OBP matcher disclosure: the OBP scrape identifies APs via case-name pattern matching (defendant servicer + "v." + bankruptcy court code). Known systematic gaps:

- APs styled "Debtor v. United States" rather than against a specific servicer are excluded.

- APs against private servicers not in our servicer corpus (AES, Discover, KHEAA, others) are excluded.

- The CourtListener nature-of-suit field is empty for nearly all bankruptcy adversary proceedings, so a NOS-based filter is not feasible against this dataset.

These gaps are why OBP counts run roughly an order of magnitude lower than DOJ's. The directional shape of the time series is robust and corroborated by DOJ's own published numbers.

Caveats:

- RECAP archive coverage of older bankruptcy adversary proceedings is incomplete and uneven across districts and years. Pre-2018 absolute counts are floor estimates.

- The chart counts APs filed, not APs that result in actual discharge of student-loan debt. Roughly half of filed APs settle or are dismissed before judgment.

- The DOJ guidance applies to federal student-loan APs handled by U.S. Trustees and the Department of Education. Private-servicer APs follow different procedural paths.

- DOJ does not publish § 523(a)(8) AP filing counts for the pre-2022 era. The "~13 per year" baseline is OBP's RECAP-derived floor estimate.

Tool: hand-built SVG (no charting library). Bars per fiscal year FY 2008 to FY 2026, with reference lines at BAPCPA 2005, Nov 2022 DOJ guidance, June 2023 SAVE plan launch.

Disclosure: Open Bankruptcy Project is a 501(c)(3) public charity (IRS Letter 947 issued 4/6/2026, EIN 41-5159631, public-charity status under 170(b)(1)(A)(vi)). No paywall, no ads, no donations solicited in this post. We do not accept attorney advertising or referral fees. Aggregator script and raw per-AP CSV available on request.

u/ilikemath9999 — 2 months ago

Follow-up to my state-level chart from last month:(https://www.reddit.com/r/dataisbeautiful/comments/1rur949/).

For v1 I aggregated district-level data up to states, which masked huge variance inside multi-district states.

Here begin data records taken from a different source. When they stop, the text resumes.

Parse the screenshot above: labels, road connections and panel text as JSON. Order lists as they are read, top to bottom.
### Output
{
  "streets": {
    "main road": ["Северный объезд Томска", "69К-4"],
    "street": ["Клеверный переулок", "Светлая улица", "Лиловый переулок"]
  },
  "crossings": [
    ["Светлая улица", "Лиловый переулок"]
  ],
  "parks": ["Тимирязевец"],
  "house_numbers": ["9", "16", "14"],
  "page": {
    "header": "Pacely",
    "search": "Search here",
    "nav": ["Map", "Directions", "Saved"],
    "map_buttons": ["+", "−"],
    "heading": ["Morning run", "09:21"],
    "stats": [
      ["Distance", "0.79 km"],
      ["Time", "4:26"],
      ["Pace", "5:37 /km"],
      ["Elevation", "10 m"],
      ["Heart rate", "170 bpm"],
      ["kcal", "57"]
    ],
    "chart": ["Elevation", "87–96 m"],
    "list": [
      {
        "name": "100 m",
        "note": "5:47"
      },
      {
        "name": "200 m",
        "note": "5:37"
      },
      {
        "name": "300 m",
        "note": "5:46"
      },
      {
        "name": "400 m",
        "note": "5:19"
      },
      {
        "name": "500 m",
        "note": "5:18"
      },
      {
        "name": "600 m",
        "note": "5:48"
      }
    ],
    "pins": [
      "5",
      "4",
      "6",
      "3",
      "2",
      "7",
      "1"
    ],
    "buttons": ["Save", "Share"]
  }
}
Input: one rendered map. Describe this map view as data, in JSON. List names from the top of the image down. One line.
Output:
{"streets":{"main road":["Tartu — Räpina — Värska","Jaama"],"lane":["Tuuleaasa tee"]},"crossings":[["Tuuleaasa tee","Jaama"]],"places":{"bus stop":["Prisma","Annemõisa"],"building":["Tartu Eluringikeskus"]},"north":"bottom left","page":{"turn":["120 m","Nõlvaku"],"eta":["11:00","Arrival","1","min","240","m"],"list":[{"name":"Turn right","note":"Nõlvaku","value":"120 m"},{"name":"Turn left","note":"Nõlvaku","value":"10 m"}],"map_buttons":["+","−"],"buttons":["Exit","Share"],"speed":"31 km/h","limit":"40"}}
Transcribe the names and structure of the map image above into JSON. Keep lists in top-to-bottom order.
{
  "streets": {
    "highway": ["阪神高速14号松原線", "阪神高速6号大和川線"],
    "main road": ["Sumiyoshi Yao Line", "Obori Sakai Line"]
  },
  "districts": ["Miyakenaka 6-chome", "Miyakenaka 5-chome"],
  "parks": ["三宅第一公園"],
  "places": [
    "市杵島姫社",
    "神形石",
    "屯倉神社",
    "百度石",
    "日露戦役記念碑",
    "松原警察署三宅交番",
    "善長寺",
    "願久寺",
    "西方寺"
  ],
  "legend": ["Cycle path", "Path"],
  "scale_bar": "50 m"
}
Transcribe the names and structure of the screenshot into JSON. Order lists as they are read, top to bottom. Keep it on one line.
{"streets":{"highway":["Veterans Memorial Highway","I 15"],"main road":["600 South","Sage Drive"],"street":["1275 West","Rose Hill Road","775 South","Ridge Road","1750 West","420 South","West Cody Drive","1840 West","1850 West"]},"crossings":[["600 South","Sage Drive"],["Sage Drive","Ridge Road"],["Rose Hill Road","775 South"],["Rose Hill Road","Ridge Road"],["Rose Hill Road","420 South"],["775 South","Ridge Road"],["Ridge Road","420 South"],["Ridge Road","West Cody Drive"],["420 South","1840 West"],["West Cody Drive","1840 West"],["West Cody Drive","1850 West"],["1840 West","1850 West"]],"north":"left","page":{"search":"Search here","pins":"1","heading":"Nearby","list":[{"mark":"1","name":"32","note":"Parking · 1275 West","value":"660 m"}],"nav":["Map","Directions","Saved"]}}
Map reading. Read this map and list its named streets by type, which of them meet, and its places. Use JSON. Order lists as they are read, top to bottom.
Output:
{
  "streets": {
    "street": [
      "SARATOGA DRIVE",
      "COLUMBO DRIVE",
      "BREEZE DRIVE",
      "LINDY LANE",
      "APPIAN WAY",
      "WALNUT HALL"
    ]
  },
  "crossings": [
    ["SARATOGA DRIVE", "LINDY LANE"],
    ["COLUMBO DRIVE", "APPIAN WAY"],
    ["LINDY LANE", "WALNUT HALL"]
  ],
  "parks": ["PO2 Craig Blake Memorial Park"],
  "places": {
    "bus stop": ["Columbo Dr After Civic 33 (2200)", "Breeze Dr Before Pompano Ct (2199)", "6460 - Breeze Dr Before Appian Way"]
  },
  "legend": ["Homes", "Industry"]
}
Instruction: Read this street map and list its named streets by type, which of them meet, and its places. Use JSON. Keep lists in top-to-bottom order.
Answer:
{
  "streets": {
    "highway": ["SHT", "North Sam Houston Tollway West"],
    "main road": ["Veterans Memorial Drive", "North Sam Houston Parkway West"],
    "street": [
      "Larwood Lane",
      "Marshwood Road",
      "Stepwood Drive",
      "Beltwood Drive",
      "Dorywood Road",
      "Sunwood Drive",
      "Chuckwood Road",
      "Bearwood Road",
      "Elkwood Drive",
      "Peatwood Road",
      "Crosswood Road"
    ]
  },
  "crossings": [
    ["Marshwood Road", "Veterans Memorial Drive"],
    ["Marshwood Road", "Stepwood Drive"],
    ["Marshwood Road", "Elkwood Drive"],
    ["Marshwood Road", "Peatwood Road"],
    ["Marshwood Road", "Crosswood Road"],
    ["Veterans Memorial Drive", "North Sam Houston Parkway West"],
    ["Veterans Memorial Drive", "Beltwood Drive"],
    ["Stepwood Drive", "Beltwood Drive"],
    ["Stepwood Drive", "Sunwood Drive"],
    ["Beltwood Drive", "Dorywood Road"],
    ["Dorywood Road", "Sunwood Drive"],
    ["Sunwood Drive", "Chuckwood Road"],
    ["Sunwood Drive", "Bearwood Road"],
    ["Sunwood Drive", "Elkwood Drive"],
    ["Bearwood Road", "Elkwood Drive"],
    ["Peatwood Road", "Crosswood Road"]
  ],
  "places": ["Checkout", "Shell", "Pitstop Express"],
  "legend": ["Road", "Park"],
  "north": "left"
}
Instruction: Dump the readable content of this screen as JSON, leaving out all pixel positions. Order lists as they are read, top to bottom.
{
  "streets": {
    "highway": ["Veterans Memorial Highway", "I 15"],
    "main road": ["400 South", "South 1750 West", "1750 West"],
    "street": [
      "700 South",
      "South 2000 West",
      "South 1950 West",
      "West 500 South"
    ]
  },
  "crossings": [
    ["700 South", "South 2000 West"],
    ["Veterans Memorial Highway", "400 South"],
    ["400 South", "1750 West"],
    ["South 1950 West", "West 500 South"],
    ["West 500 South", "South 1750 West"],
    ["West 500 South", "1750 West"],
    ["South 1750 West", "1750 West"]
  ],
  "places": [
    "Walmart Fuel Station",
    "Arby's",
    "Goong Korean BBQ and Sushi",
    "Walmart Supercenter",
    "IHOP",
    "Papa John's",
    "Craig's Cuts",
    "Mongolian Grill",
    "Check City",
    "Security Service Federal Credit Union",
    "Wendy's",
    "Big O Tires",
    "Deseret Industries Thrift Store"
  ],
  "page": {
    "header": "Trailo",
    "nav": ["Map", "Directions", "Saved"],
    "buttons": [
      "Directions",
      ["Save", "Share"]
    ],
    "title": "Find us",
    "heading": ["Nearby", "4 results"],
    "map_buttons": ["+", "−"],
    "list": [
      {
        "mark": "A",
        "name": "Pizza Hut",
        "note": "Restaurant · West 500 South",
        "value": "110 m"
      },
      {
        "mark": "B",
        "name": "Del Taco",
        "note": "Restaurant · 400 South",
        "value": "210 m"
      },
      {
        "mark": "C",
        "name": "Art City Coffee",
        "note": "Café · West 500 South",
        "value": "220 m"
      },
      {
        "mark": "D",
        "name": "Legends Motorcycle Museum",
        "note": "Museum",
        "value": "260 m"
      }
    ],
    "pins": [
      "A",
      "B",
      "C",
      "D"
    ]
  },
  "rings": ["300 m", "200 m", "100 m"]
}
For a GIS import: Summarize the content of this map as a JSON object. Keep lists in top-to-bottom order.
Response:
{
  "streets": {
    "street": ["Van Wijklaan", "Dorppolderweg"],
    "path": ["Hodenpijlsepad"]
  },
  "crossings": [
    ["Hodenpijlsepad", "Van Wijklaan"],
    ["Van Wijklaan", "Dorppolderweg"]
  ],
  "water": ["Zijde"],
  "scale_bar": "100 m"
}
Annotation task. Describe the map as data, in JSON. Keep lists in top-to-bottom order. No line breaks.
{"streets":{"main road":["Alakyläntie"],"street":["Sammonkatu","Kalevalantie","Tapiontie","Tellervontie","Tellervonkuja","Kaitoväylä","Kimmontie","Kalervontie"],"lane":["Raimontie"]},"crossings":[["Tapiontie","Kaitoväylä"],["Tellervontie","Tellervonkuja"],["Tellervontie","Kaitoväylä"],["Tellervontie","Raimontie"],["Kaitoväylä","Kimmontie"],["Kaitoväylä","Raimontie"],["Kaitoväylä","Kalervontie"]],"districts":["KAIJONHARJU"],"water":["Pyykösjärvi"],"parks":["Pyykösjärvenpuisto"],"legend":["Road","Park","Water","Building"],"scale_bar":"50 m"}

This maps all 91 federal bankruptcy districts directly.. same FY2023 BAPCPA Table 6 source.

Caveat: 26 of the 50 states are single-district, so v1 and v2 show identical rates for those. The variance reveal is in the 24 multi-district states. New York averages 64% statewide but ranges from NY-E (Long Island/Brooklyn) at 91% - the highest in the country - to NY-N (upstate) at 34%. Texas (TX-N 64% / TX-S 55%), California (CA-C 60% / CA-N 37%), and Georgia (GA-N 64% / GA-M 45%) show similar in-state splits.

The deeper pattern: multi-district states are population centers... urban venues with enough caseload to need multiple courthouses. Those are also where high-volume consumer bankruptcy practices operate at scale, which correlates with elevated dismissal rates. The single-district rural states (ND 21%, VT 21%, MT 21%) sit low partly because that operating model doesn't scale at low caseload.